Cross decried Secretary Rollins previously trying to convince Americans that they could survive on $3 a meal, which included “a piece of chicken, a piece of brocolli [and] a corn tortilla.”

“Secretary Rollins was absolutely fine telling people who were crying out about affordability of regular groceries just a month and a half ago that basically they just need to eat less,” she recalled. “Calling this a civil rights issue, meanwhile taking food away from the disabled, from people who have young children, from folks who are, you know, episodically out of work in a nature of under employment and unemployment reigning supreme…I don’t buy it.”

Derrick Johnson, president and CEO of the NAACP, said Rollins’s statement was “rich” coming from “an administration that has jacked up costs and cut food aid for millions of people.”

“But how could we expect more from Trump — an out-of-touch billionaire who never sets foot in a grocery store — or anyone else in his administration? Trump is coming for our voting rights, has repealed decades-old civil rights protections, has attacked Black leaders and fired countless Black women from his administration, and even wants to cut food aid to hungry Americans, including children,” Johnson said in a statement provided to theGrio.

Noting the OBBBA’s major tax cuts that experts say largely benefit the rich and corporations, the civil rights leader added, “All because he wants to concentrate wealth and power into the hands of the very few. This president is clearly unwell and unfit.”

Cross said she believes Secretary Rollins is just trying to “lessen the blow for the midterms that are coming up,” as Republicans could see major losses in the November elections as Trump’s approval ratings continue to tank.

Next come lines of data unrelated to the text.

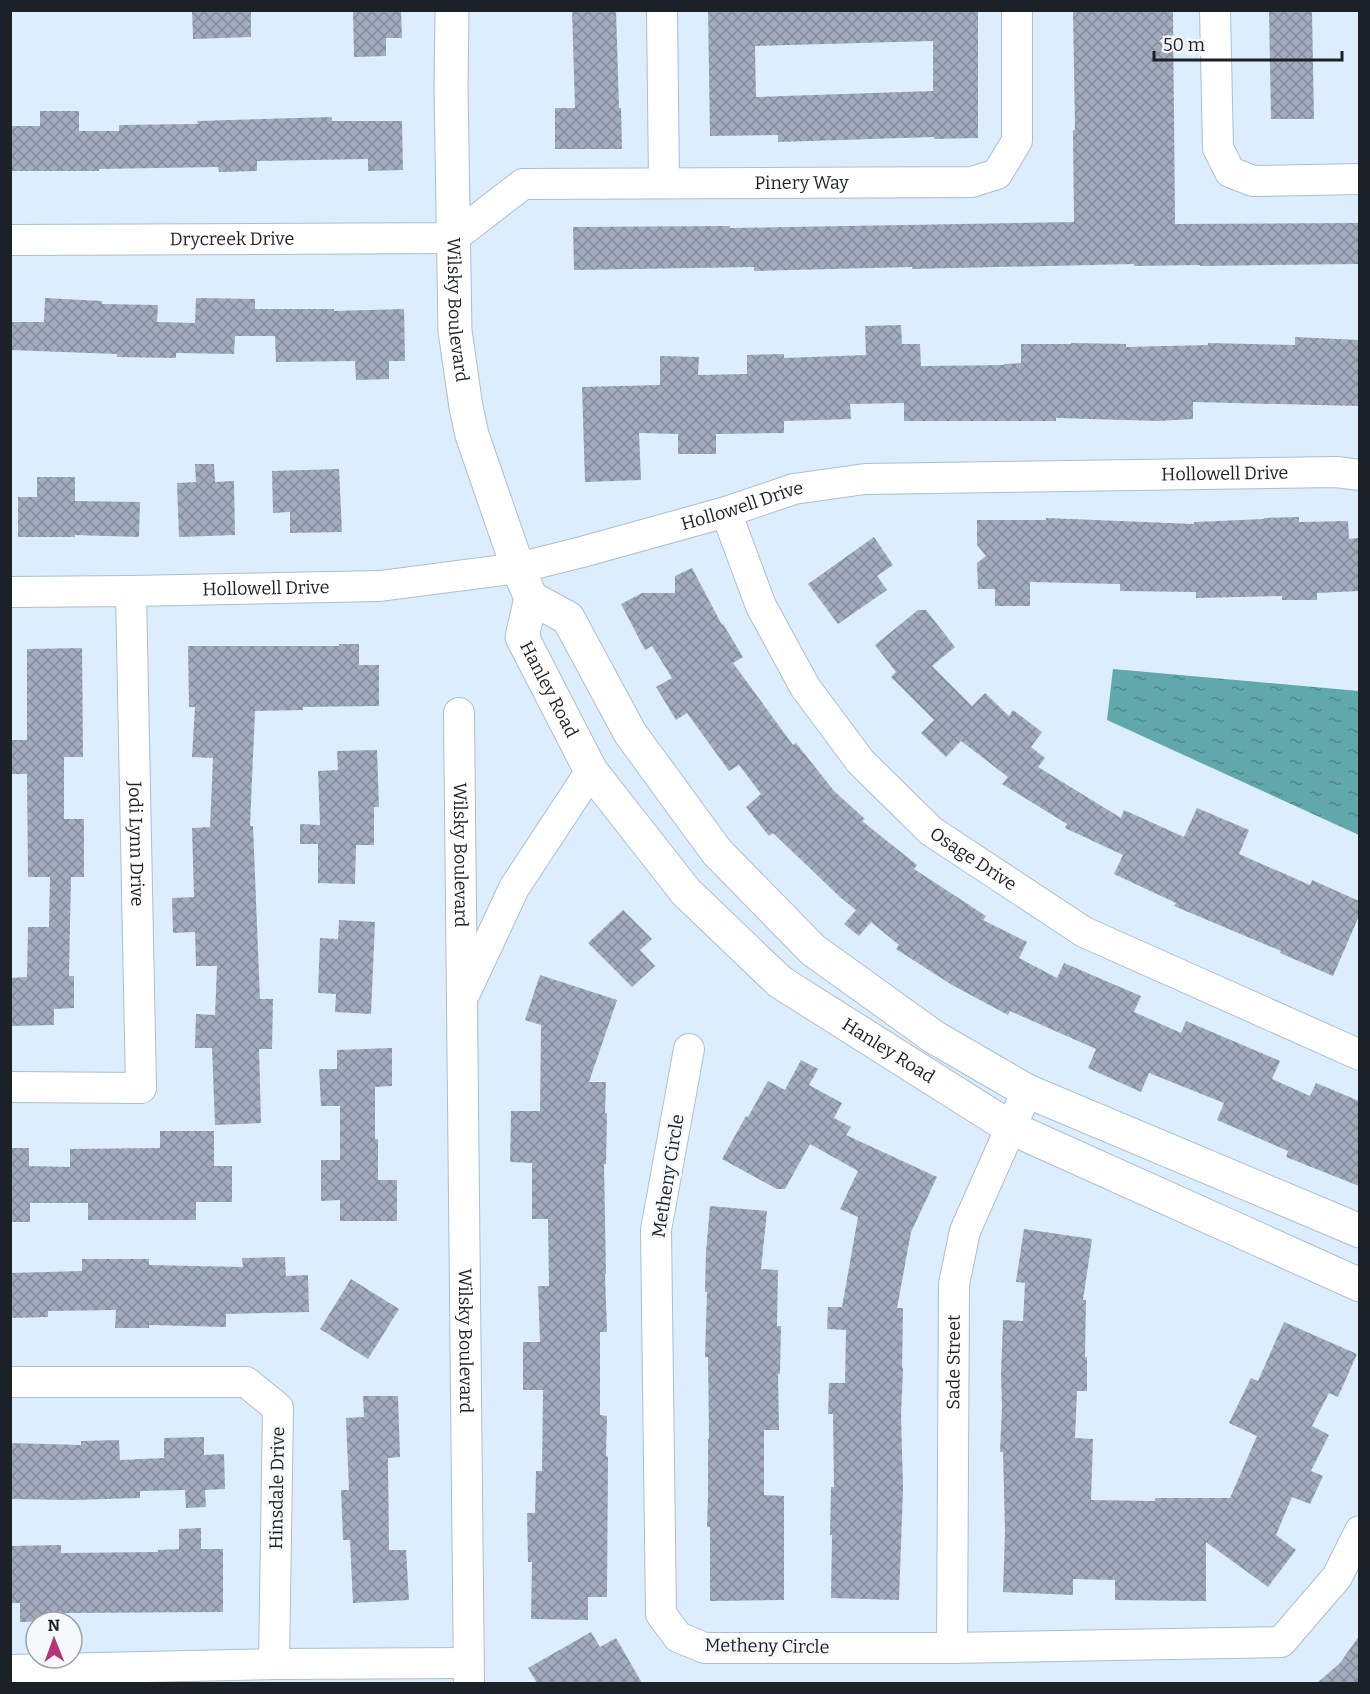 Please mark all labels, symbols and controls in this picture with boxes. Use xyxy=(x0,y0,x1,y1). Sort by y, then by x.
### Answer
scale bar xyxy=(1154,24,1342,62)
text: 50 m xyxy=(1163,34,1205,56)
street label: Pinery Way xyxy=(754,172,849,194)
street label: Drycreek Drive xyxy=(170,228,294,250)
street label: Wilsky Boulevard xyxy=(442,237,473,384)
street label: Hollowell Drive xyxy=(1161,462,1289,486)
street label: Hollowell Drive xyxy=(679,477,805,535)
street label: Hollowell Drive xyxy=(202,576,330,601)
street label: Hanley Road xyxy=(515,638,583,742)
street label: Jodi Lynn Drive xyxy=(124,780,148,907)
street label: Wilsky Boulevard xyxy=(449,782,472,928)
street label: Osage Drive xyxy=(926,822,1021,895)
street label: Hanley Road xyxy=(838,1013,939,1088)
street label: Metheny Circle xyxy=(647,1113,689,1239)
street label: Wilsky Boulevard xyxy=(454,1268,477,1414)
street label: Sade Street xyxy=(942,1314,965,1410)
street label: Hinsdale Drive xyxy=(265,1426,289,1550)
north arrow xyxy=(24,1610,84,1670)
text: N xyxy=(47,1616,60,1635)
street label: Metheny Circle xyxy=(704,1634,830,1658) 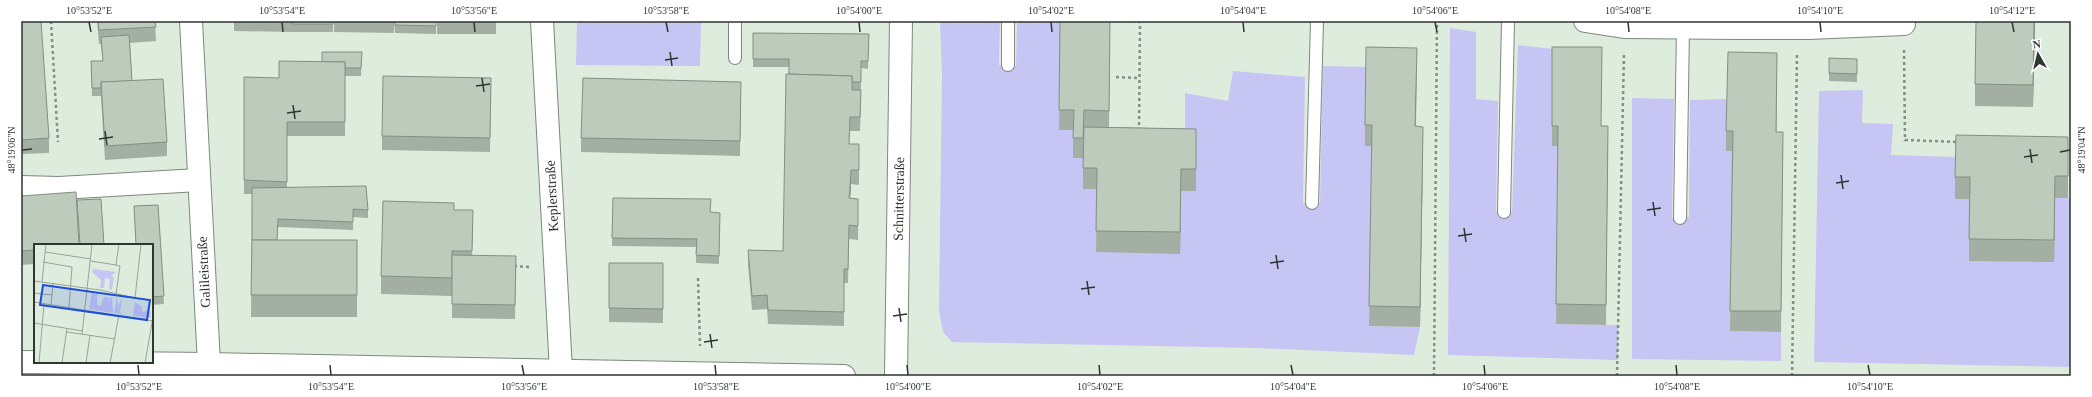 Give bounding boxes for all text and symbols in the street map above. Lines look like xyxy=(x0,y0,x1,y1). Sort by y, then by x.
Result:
text: 10°53'52"E xyxy=(66,5,112,16)
text: 10°53'54"E xyxy=(259,5,305,16)
text: 10°53'56"E xyxy=(451,5,497,16)
text: 10°53'58"E xyxy=(643,5,689,16)
text: 10°54'00"E xyxy=(836,5,882,16)
text: 10°54'02"E xyxy=(1028,5,1074,16)
text: 10°54'04"E xyxy=(1220,5,1266,16)
text: 10°54'06"E xyxy=(1412,5,1458,16)
text: 10°54'08"E xyxy=(1605,5,1651,16)
text: 10°54'10"E xyxy=(1797,5,1843,16)
text: 10°54'12"E xyxy=(1989,5,2035,16)
north arrow xyxy=(2018,34,2058,74)
text: N xyxy=(2032,38,2041,51)
text: 48°19'06"N xyxy=(6,126,17,174)
text: 48°19'04"N xyxy=(2076,126,2087,174)
street label: Schnitterstraße xyxy=(891,157,907,241)
street label: Keplerstraße xyxy=(543,160,561,232)
street label: Galileistraße xyxy=(195,236,213,308)
inset map xyxy=(34,244,153,363)
text: 10°53'52"E xyxy=(116,381,162,392)
text: 10°53'54"E xyxy=(308,381,354,392)
text: 10°53'56"E xyxy=(501,381,547,392)
text: 10°53'58"E xyxy=(693,381,739,392)
text: 10°54'00"E xyxy=(885,381,931,392)
text: 10°54'02"E xyxy=(1077,381,1123,392)
text: 10°54'04"E xyxy=(1270,381,1316,392)
text: 10°54'06"E xyxy=(1462,381,1508,392)
text: 10°54'08"E xyxy=(1654,381,1700,392)
text: 10°54'10"E xyxy=(1847,381,1893,392)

“She’s trying to throw a bone to messaging for some of the Republicans who are running in very tough districts,” she told theGrio. “But if it is sheerly the civil rights issue of our time, which I do think hunger, housing, employment, education, are all civil rights issues of our time, what I know was that this Republican Party, through its support of the Big, Beautiful Bill Act, through its reductions in SNAP, through its pushes against allowing for an expanding student access to college and affordability, they don’t care.”